The APOLLO (Aliskiren Prevention of Later Life Outcomes) trial was a randomized, placebo-controlled, stratified 2 × 2 factorial clinical trial evaluating BP lowering among 11,000 elderly individuals. Individuals ages ≥65 years, with stable systolic BP (SBP) between 130 and 159 mm Hg, and in whom background BP therapy was unchanged for at least 1 month, were included. Patients were required to have either CVD (coronary heart disease, stroke or transient ischemic attack [TIA], peripheral artery disease) or one additional CV risk factor.

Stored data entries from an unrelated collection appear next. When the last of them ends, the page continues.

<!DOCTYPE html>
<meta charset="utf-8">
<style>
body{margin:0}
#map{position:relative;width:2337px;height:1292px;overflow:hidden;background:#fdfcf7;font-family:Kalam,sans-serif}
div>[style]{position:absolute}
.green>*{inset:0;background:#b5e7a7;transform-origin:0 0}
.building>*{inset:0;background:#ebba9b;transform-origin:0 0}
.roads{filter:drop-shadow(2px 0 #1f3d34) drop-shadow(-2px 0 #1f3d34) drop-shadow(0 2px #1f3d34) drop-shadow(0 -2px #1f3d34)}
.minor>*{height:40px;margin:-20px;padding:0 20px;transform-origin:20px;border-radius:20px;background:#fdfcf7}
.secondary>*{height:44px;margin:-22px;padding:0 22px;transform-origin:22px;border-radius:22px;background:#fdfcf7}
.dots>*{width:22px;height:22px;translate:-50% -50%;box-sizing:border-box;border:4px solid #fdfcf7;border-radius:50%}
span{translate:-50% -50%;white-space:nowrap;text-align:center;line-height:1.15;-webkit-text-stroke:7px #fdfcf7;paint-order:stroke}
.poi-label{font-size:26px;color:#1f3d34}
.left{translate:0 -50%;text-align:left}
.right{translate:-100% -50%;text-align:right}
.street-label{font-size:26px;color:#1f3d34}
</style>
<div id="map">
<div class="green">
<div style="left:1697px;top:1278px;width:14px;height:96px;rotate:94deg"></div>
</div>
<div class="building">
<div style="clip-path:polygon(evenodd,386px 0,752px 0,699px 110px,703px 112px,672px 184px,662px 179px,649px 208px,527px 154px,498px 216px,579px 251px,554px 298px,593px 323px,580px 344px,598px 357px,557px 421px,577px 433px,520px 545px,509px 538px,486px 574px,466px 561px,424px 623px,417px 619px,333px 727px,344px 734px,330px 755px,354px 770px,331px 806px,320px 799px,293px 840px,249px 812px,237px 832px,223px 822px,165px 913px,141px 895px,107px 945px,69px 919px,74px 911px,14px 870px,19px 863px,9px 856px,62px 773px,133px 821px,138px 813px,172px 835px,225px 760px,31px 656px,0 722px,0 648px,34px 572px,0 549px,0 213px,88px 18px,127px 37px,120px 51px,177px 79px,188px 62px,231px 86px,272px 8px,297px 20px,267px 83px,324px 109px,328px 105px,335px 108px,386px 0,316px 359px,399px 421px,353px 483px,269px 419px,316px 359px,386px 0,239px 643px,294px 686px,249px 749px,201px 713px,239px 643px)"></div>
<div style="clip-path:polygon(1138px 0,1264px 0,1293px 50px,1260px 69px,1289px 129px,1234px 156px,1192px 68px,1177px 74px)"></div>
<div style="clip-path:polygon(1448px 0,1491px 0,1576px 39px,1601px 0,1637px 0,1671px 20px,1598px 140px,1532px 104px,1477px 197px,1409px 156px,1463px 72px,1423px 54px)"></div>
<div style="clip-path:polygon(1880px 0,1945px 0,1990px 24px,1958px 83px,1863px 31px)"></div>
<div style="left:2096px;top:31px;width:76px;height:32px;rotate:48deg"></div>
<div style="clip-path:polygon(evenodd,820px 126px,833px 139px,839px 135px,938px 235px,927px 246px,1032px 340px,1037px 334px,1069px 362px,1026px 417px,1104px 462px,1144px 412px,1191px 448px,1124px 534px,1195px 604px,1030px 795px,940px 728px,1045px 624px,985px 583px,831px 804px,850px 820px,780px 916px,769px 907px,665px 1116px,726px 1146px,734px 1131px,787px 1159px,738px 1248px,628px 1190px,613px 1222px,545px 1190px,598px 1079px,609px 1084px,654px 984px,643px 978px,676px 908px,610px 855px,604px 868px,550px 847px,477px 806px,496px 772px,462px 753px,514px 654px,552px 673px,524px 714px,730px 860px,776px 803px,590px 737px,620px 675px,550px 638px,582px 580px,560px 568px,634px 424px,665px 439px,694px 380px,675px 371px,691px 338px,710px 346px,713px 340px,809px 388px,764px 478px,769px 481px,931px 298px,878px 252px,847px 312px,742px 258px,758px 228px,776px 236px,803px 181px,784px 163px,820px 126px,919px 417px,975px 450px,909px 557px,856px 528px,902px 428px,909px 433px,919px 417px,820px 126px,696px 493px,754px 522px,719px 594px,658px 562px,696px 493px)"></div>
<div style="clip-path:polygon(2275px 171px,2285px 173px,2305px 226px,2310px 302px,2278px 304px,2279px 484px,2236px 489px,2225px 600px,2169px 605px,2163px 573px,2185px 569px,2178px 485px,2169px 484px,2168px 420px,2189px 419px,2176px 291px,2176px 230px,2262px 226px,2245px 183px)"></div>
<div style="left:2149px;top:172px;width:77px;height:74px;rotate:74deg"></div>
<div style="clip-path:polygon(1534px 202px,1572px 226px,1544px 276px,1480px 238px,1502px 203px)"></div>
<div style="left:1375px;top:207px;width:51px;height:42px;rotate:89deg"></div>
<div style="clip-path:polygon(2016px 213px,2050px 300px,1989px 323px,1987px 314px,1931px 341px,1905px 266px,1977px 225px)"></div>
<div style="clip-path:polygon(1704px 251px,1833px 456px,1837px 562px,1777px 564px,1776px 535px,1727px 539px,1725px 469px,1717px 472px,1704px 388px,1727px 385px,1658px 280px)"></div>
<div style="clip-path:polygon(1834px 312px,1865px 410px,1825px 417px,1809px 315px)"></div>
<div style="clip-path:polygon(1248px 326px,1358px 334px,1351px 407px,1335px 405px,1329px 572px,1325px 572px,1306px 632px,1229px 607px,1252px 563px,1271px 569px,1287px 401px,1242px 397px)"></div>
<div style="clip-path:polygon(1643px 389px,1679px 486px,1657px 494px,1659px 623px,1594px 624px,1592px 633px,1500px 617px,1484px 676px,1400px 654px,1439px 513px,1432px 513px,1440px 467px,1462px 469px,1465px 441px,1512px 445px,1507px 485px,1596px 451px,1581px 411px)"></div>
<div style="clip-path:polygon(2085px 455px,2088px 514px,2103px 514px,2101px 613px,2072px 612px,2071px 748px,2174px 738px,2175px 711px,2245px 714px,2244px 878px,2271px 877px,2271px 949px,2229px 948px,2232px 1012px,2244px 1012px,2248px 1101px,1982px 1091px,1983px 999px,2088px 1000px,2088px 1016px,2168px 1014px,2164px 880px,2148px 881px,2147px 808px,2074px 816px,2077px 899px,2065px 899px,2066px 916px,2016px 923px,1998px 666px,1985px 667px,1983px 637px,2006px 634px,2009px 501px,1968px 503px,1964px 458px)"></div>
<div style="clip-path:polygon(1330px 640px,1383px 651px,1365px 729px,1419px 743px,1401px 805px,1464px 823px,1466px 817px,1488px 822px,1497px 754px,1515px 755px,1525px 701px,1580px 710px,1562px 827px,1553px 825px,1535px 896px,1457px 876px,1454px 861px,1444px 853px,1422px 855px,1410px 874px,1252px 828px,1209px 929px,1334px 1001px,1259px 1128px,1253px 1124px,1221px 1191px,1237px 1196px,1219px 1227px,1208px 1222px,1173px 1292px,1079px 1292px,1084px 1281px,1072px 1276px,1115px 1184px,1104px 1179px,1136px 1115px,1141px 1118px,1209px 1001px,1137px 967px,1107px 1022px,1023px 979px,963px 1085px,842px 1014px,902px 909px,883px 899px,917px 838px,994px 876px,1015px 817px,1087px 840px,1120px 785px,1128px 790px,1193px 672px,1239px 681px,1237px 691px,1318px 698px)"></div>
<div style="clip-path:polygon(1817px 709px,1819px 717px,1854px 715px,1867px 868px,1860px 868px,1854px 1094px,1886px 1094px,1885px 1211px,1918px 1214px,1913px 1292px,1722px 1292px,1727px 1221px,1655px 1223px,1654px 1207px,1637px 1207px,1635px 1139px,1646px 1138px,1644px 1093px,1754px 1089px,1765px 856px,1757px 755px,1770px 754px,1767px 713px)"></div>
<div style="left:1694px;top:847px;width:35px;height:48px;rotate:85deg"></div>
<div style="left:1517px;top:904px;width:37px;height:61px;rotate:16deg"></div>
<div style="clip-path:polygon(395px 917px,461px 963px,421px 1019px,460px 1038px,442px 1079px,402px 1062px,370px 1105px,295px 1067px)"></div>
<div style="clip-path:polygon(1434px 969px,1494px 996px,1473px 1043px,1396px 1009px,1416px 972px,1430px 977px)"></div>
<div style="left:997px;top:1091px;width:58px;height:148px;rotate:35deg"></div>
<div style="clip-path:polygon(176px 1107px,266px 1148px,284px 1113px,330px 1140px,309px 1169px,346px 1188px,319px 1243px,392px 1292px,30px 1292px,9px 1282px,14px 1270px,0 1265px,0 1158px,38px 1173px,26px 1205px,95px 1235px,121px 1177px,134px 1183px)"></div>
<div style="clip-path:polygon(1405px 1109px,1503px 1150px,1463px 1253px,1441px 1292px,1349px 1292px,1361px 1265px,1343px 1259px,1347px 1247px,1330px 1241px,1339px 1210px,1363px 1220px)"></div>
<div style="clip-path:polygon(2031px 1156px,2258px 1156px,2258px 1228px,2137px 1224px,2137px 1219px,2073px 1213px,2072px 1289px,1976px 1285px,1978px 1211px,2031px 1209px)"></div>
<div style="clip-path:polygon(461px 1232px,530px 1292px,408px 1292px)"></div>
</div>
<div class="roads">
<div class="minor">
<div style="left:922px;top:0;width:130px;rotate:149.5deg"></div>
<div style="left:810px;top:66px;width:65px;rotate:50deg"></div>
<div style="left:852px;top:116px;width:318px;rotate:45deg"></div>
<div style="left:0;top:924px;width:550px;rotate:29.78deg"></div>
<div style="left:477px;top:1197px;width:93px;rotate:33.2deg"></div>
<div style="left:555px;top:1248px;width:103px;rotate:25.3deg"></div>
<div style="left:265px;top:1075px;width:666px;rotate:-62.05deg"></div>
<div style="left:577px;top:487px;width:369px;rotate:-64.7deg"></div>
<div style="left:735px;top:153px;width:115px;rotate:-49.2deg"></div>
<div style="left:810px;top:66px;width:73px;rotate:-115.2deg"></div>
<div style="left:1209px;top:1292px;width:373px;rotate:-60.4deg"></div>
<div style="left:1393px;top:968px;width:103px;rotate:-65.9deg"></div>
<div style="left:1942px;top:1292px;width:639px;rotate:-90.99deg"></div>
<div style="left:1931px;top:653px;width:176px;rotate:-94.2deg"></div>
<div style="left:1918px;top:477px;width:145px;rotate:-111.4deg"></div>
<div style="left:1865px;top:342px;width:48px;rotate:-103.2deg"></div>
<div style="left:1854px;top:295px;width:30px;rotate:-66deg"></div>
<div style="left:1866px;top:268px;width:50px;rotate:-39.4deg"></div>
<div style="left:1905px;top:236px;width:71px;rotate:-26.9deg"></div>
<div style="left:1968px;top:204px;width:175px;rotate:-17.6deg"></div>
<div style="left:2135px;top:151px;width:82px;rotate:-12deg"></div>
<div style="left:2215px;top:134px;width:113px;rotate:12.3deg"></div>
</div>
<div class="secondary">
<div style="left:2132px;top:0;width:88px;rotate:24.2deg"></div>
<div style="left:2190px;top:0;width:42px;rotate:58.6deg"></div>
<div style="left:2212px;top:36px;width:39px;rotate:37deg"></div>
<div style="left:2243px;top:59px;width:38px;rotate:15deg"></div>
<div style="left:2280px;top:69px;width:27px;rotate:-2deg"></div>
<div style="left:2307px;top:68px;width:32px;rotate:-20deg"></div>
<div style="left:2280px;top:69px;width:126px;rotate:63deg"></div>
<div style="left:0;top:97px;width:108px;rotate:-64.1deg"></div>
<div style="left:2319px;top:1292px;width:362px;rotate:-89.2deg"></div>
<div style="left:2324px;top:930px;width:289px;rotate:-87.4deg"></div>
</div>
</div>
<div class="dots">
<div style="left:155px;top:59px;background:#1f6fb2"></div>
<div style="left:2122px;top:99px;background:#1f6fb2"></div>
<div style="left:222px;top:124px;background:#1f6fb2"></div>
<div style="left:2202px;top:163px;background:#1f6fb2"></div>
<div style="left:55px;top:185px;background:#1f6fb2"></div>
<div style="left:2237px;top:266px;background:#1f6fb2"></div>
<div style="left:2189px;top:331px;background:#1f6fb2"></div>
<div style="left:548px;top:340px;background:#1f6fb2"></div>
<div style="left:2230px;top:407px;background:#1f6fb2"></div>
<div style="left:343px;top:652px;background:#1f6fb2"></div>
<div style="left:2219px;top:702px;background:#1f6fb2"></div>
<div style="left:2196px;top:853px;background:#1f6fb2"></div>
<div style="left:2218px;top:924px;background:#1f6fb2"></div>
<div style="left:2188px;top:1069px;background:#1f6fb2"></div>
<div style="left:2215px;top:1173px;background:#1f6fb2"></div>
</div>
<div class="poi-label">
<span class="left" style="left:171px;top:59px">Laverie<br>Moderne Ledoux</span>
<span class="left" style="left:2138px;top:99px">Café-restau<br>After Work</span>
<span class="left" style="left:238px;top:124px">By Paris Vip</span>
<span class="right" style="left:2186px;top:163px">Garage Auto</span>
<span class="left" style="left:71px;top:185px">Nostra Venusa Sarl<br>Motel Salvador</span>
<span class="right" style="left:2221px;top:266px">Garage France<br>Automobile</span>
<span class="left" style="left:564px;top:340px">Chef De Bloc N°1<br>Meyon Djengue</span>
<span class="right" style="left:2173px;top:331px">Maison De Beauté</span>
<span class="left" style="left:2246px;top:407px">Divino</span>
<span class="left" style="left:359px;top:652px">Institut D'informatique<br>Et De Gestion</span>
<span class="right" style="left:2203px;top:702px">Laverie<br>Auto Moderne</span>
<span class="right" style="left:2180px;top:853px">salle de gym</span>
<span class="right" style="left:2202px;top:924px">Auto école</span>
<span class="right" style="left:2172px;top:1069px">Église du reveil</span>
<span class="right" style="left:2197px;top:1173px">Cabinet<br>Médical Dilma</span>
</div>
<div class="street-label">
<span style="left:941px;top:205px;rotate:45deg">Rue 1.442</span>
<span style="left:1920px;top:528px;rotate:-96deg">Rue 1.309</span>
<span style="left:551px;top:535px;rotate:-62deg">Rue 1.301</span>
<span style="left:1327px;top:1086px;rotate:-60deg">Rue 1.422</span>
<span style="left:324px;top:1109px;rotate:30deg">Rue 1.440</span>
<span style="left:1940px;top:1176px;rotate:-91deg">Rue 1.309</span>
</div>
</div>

Exclusion criteria included intolerance to study drugs, SBP >160 mm Hg or diastolic BP (DBP) >100 mm Hg, symptomatic heart failure, complex cardiac or valvular heart disease, stroke within the previous 3 months or TIA within the previous 7 days, acute coronary syndrome within the previous 1 month, cardiac surgery or percutaneous coronary intervention within the previous 3 months or planned in the next 3 months, estimated glomerular filtration rate (eGFR) <30 ml/min/ 1.73 m², known renal artery stenosis, serum potassium >5.3 mmol/L, chronic liver disease, malignancy within the past 5 years, concurrent treatment with cyclosporine, quinidine or systemic conazoles, chronic use of non-steroidal anti-inflammatory drugs, or cyclooxygenase-2 inhibitors in subjects with eGFR <60 ml/min/1.73 m². Following 5-week active run-in, participants were randomized to aliskiren (300 mg) or placebo, and to an additional antihypertensive (hydrochlorothiazide [25 mg] or amlodipine [5 mg]), or their respective placebos.